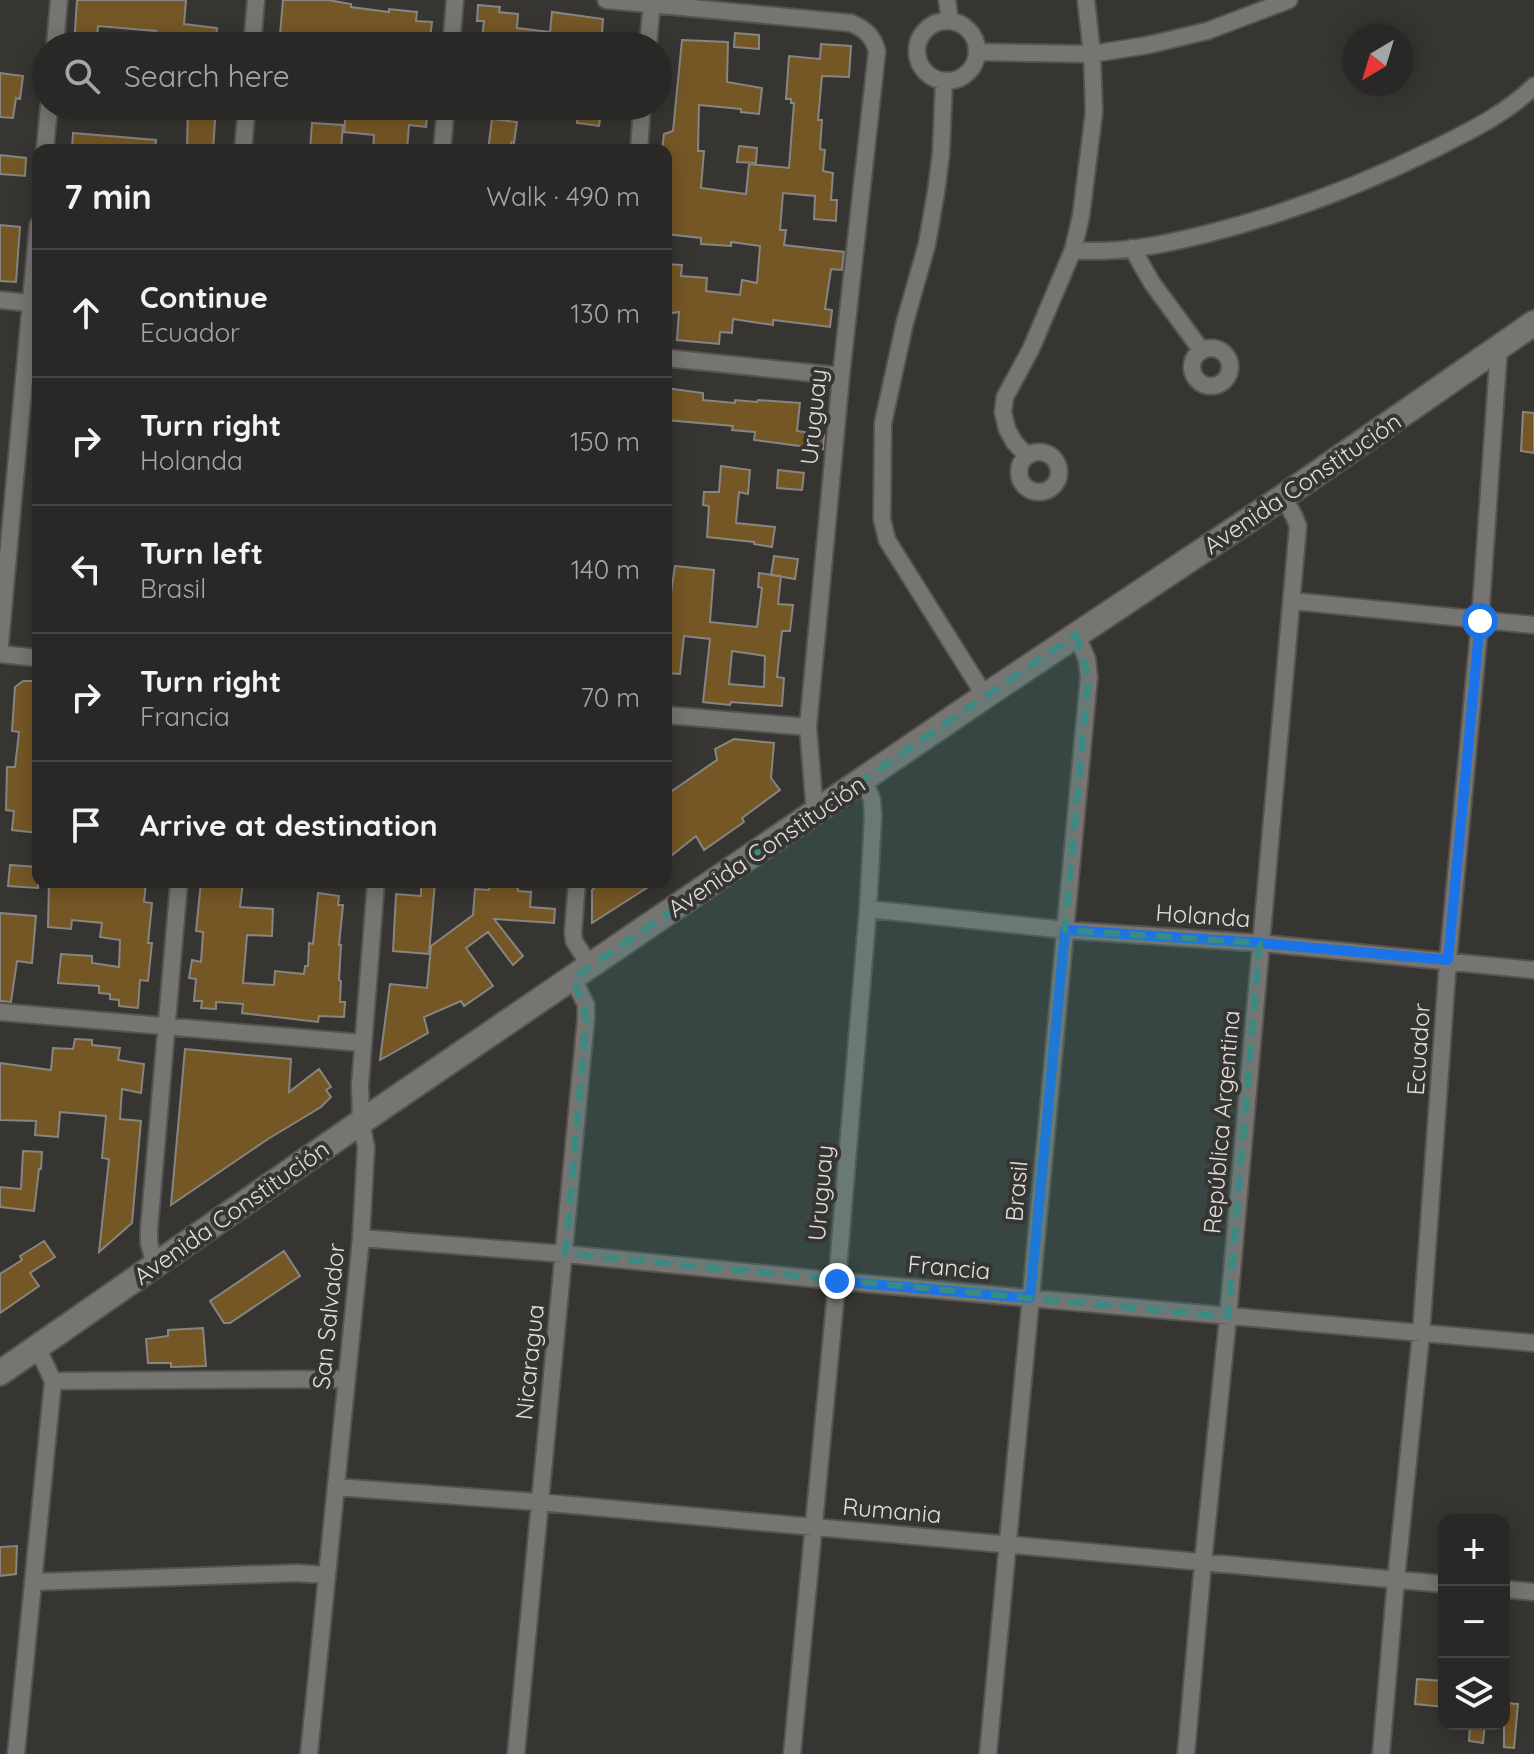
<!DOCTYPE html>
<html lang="en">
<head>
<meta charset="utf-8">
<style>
  body { margin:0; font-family:Quicksand,sans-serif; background:#353432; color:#f1f3f6 }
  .controls { position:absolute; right:24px; bottom:24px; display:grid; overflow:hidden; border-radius:16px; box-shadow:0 4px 20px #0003 }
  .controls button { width:72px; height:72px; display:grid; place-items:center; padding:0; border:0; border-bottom:2px solid #454443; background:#292826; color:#f1f3f6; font:40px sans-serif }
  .compass { position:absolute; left:1342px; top:24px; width:72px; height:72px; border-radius:50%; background:#292826; box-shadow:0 4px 20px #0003; rotate:218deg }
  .stop { position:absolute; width:24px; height:24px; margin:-18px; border:6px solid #1a73e8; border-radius:50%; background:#fff }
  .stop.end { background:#1a73e8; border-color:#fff; box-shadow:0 2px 8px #0008 }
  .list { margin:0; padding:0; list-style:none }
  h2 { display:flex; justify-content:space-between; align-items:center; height:104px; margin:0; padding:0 32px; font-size:34px }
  h2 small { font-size:26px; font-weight:400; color:#a5a6a7 }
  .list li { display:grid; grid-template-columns:52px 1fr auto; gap:24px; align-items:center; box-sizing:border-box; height:128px; padding:0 32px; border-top:2px solid #454443 }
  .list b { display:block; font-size:30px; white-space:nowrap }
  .list p { margin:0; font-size:26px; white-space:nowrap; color:#a5a6a7 }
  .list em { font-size:26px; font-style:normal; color:#a5a6a7 }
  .icon { flex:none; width:44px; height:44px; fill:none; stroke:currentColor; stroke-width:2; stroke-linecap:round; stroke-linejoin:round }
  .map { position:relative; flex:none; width:1534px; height:1754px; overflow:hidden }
  .search { position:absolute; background:#292826; box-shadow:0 4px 20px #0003; left:32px; top:32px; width:640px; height:88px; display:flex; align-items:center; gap:20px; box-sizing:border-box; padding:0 28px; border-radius:44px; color:#a5a6a7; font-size:30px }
  .panel { position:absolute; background:#292826; box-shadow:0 4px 20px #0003; left:32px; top:144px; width:640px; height:744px; border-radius:16px }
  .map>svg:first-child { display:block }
</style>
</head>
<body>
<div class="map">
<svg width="1534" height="1754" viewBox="0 0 1534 1754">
  <rect width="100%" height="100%" fill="#373532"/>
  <path fill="#755726" stroke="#878581" stroke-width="2" fill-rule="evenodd" d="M 77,0 L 186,0 L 184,24 L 217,28 L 215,46 L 154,46 L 156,31 L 98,26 L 96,46 L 74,46 Z
    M 283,0 L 328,0 L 351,4 L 351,7 L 389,12 L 389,9 L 417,12 L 416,21 L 432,22 L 430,38 L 426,38 L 425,46 L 279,46 Z
    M 478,5 L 500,7 L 499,12 L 518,14 L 517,28 L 550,32 L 552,12 L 603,19 L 601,46 L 506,46 L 506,42 L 482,39 L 484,21 L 477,21 Z
    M 735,33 L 759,35 L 759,49 L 734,47 Z
    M 682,40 L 728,42 L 727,82 L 762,88 L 759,114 L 741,112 L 741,109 L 699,105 L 698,151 L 704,151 L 701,188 L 746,194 L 749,164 L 789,168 L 794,103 L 791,103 L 791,99 L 786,99 L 789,56 L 820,59 L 821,44 L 851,46 L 849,77 L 822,76 L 818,120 L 822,120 L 820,149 L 825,150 L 823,171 L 833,173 L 831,200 L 837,200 L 836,221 L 814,219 L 815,196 L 783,193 L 780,230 L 786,230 L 784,245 L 844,252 L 842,270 L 831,269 L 825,309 L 832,310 L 830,327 L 773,320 L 773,325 L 733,319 L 732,333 L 720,332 L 719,344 L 677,340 L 679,312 L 666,314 L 666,264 L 682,265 L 681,276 L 707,278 L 706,291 L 740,295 L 742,280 L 757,283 L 760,246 L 731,242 L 731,246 L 701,244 L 701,238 L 666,234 L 666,209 L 671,161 L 666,161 L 666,150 L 662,150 L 664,134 L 673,131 Z
    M 0,73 L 23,76 L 20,99 L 16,98 L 13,118 L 0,117 Z
    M 190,106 L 216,106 L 213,150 L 187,150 L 188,107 Z
    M 394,106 L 428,108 L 426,127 L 409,125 L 407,150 L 373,150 L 374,135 L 344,132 L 346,111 L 393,116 Z
    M 579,106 L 602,106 L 599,126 L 577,123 Z
    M 492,119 L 517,122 L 514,143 L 511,142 L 510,150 L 488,150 Z
    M 312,123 L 343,125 L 341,150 L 310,150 Z
    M 73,133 L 156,140 L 155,150 L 72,150 Z
    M 739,146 L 757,148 L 756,163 L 737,162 Z
    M 0,155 L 26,158 L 25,176 L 0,174 Z
    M 0,225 L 20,227 L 16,282 L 0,281 Z
    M 666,388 L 703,393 L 703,400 L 735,403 L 735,400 L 757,402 L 758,400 L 800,403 L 797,431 L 824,435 L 823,449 L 754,440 L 755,432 L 732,430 L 733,426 L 666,420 Z
    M 1523,412 L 1534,413 L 1534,453 L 1521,451 Z
    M 721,466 L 750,470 L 748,494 L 739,492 L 736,523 L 775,527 L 772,547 L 754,544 L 754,542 L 707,537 L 709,506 L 703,505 L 704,492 L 719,492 Z
    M 778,470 L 804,473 L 802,490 L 777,488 Z
    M 774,556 L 798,559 L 795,579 L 771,575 Z
    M 675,566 L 714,570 L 710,622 L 757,627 L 762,588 L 758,587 L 759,573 L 781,576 L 778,604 L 793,605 L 790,631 L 782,631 L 777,677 L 784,678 L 782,706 L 731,702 L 730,705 L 703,702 L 710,639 L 684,636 L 680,674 L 666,673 L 666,599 L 670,600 ZM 732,651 L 765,656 L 764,687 L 729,684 Z
    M 23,681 L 38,681 L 38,833 L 12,830 L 14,811 L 6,810 L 7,767 L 15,767 L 19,732 L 12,731 L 15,687 Z
    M 734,739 L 774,743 L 771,778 L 780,790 L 742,818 L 744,822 L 704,850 L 696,836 L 666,860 L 666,795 L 717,760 L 715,749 Z
    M 10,865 L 38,867 L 38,888 L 8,886 Z
    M 49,882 L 146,882 L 144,902 L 152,903 L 148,943 L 152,943 L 148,981 L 140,980 L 138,1008 L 119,1006 L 119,1000 L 110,999 L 110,994 L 99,993 L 99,986 L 58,983 L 61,954 L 92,956 L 92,963 L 119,967 L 120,940 L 100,937 L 102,923 L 72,920 L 71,929 L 48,927 Z
    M 201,882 L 243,882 L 240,907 L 273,909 L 272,936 L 247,935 L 243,983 L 274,985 L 275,971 L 304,974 L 305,966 L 308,966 L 309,943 L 313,944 L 318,893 L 339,896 L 338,905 L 343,905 L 339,945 L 341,945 L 339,980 L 341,981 L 340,1002 L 345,1002 L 344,1017 L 319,1016 L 318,1022 L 242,1013 L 243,1004 L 216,1002 L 216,1009 L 201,1008 L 202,1001 L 194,1001 L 196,979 L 189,978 L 192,960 L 201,962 L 203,932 L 196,931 Z
    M 421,882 L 435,882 L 429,954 L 393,951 L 396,894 L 421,896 Z
    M 490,882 L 518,883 L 518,891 L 531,892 L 530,907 L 555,909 L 554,923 L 494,919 L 523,956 L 513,965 L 488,932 L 466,948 L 493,986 L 464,1006 L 461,1001 L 424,1017 L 428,1033 L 380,1060 L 390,984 L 427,988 L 431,946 L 473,915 L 475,889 L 489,890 Z
    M 602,882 L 656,882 L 592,923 L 592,890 Z
    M 0,913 L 36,916 L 32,963 L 17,961 L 11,1002 L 0,1001 Z
    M 75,1039 L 92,1040 L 92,1045 L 120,1048 L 118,1060 L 144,1064 L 141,1093 L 122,1089 L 120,1119 L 141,1121 L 132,1223 L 99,1252 L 109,1159 L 102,1158 L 106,1116 L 60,1112 L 58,1137 L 35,1135 L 36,1121 L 0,1120 L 0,1063 L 51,1070 L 53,1048 L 73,1049 Z
    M 185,1049 L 291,1059 L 289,1092 L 319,1069 L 331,1087 L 326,1090 L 331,1097 L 321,1107 L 268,1139 L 171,1205 Z
    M 23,1151 L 42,1152 L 41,1169 L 39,1169 L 34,1211 L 0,1207 L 0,1187 L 21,1189 Z
    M 44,1241 L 55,1257 L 30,1273 L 39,1286 L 0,1313 L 0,1274 L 22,1260 L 20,1256 Z
    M 284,1251 L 300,1276 L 230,1323 L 224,1323 L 210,1301 Z
    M 203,1328 L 206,1366 L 171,1367 L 171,1363 L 148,1363 L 146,1339 L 168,1336 L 168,1330 Z
    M 17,1546 L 16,1574 L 0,1576 L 0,1547 Z
    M 1417,1679 L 1444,1681 L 1444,1707 L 1415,1704 Z
    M 1504,1703 L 1518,1704 L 1514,1748 L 1504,1747 Z
    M 1470,1724 L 1485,1724 L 1483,1743 L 1469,1741 Z"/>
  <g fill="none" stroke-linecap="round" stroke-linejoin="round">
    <defs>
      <path id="street" d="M 606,0 L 851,23 C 865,29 873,36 877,51 L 841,376 L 808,727 L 815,813
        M 947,0 L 950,21
        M917 51a30 30 0 1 1 60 0a30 30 0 1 1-60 0Z
        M 55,46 L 59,0
        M 252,46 L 256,0
        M 451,46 L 455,0
        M 648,46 L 652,0
        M 978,52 L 1092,54 L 1148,45 L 1207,31 L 1289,0
        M 944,81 L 941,153 L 936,192 L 927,244 L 905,322 L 883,423 L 882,519 L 887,540 L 985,696
        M 45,150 L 49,106
        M 243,150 L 247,106
        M 442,150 L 446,106
        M 639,150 L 642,106
        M 1132,248 L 1152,283 L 1202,351
        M 1073,250 C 1118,254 1162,245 1206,234 C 1286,214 1362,185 1436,148 C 1470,131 1507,113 1534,86
        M 0,300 L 38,304
        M1192 367a19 19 0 1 1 38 0a19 19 0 1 1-38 0Z
        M 666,358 L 841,376
        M1019 472a20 20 0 1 1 40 0a20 20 0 1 1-40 0Z
        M 1027,456 L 1014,442 L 1007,429 L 1003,412 L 1005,397 L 1031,349 L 1073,250 L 1081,216 L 1094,112 L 1092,54 L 1086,0
        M 1292,601 L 1534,625
        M 0,644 L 38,225
        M 0,654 L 38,658
        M 666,715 L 808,727
        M 577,882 L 573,932 L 574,941 L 590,966
        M 868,909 L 1065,930 L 1260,943 L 1534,970
        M 0,1012 L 362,1043
        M 361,1238 L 565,1254 L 837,1281 L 1534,1343
        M 155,1265 L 149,1243 L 149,1229 L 179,882
        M 53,1381 L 345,1379
        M 336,1487 L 538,1502 L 1444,1584
        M 33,1582 L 296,1573 L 326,1575
        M 1504,1589 L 1534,1592
        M 16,1754 L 53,1381 L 37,1347
        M 309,1754 L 361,1238 L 366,1147 L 361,1122 L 360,1085 L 376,882
        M 516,1754 L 586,1018 L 586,1005 L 573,978
        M 792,1754 L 837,1281 L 868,909 L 873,816 L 872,800 L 864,779
        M 988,1754 L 1089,677 L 1087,659 L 1076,634
        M 1186,1754 L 1203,1562 L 1228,1317 L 1298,526 L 1294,516 L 1283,497
        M 1381,1754 L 1396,1579 L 1421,1334 L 1448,960 L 1480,621 L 1499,347"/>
      <path id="secondary" d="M 0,1373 L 361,1122 L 985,696 L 1283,497 L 1534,323"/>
    </defs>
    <use href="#street" stroke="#545351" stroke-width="20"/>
    <use href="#secondary" stroke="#545351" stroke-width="28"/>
    <use href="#street" stroke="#777572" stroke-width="16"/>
    <use href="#secondary" stroke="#777572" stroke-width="24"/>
  </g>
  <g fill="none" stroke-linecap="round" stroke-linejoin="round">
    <path stroke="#1a73e8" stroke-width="10" d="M 837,1281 L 1030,1298 L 1065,930 L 1260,943 L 1448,960 L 1480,621"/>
  </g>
  <path fill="#398b84" fill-opacity="0.2" stroke="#398b84" stroke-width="6" stroke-dasharray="16 10" stroke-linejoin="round" d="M 1076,634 L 1089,677 L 1065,930 L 1260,943 L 1228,1317 L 565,1254 L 586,1018 L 573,978 Z"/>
  <g text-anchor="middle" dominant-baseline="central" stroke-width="8" stroke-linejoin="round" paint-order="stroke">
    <g font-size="24" fill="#e0dfdd" stroke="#373532">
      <text transform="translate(813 417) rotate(-84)">Uruguay</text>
      <text transform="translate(1302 483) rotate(-34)">Avenida Constitución</text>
      <text transform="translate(766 846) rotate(-34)">Avenida Constitución</text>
      <text transform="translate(1203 915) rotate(4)">Holanda</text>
      <text transform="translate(1418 1049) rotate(-86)">Ecuador</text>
      <text transform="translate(1221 1122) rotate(-85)">República Argentina</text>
      <text transform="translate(1016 1191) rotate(-85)">Brasil</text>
      <text transform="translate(820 1193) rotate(-85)">Uruguay</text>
      <text transform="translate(231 1212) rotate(-35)">Avenida Constitución</text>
      <text transform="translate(949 1267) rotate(5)">Francia</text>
      <text transform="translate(328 1316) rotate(-84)">San Salvador</text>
      <text transform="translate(529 1362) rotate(-84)">Nicaragua</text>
      <text transform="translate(892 1510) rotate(5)">Rumania</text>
    </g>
  </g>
</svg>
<div class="controls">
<button>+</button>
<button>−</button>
<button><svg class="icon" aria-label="layers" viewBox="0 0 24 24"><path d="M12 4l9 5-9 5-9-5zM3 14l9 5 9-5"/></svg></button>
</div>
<svg class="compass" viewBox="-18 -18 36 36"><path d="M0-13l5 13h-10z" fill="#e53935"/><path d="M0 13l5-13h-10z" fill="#a5a6a7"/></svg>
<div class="stop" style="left:1480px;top:621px"></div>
<div class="stop end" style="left:837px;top:1281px"></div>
<div class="search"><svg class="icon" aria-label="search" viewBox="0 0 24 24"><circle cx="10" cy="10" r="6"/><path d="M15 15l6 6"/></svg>Search here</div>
<section class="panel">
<h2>7 min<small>Walk · 490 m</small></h2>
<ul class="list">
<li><svg class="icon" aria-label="ahead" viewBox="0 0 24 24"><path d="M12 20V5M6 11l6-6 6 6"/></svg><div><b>Continue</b><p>Ecuador</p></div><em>130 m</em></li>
<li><svg class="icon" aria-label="right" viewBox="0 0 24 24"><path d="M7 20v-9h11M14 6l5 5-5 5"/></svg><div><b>Turn right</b><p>Holanda</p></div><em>150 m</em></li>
<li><svg class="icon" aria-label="left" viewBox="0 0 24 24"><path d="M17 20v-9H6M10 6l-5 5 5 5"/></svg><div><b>Turn left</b><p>Brasil</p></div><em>140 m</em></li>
<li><svg class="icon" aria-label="right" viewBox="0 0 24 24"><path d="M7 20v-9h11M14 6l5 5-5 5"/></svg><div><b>Turn right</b><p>Francia</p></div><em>70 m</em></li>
<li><svg class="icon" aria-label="arrive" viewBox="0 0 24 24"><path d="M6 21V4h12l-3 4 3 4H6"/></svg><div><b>Arrive at destination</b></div></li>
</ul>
</section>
</div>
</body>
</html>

·····

--- TASK GOAL ---
For every line of the material that holds the word "bottom", make a copy.

--- RESPONSE TO THE TASK ---
  .controls { position:absolute; right:24px; bottom:24px; display:grid; overflow:hidden; border-radius:16px; box-shadow:0 4px 20px #0003 }
  .controls button { width:72px; height:72px; display:grid; place-items:center; padding:0; border:0; border-bottom:2px solid #454443; background:#292826; color:#f1f3f6; font:40px sans-serif }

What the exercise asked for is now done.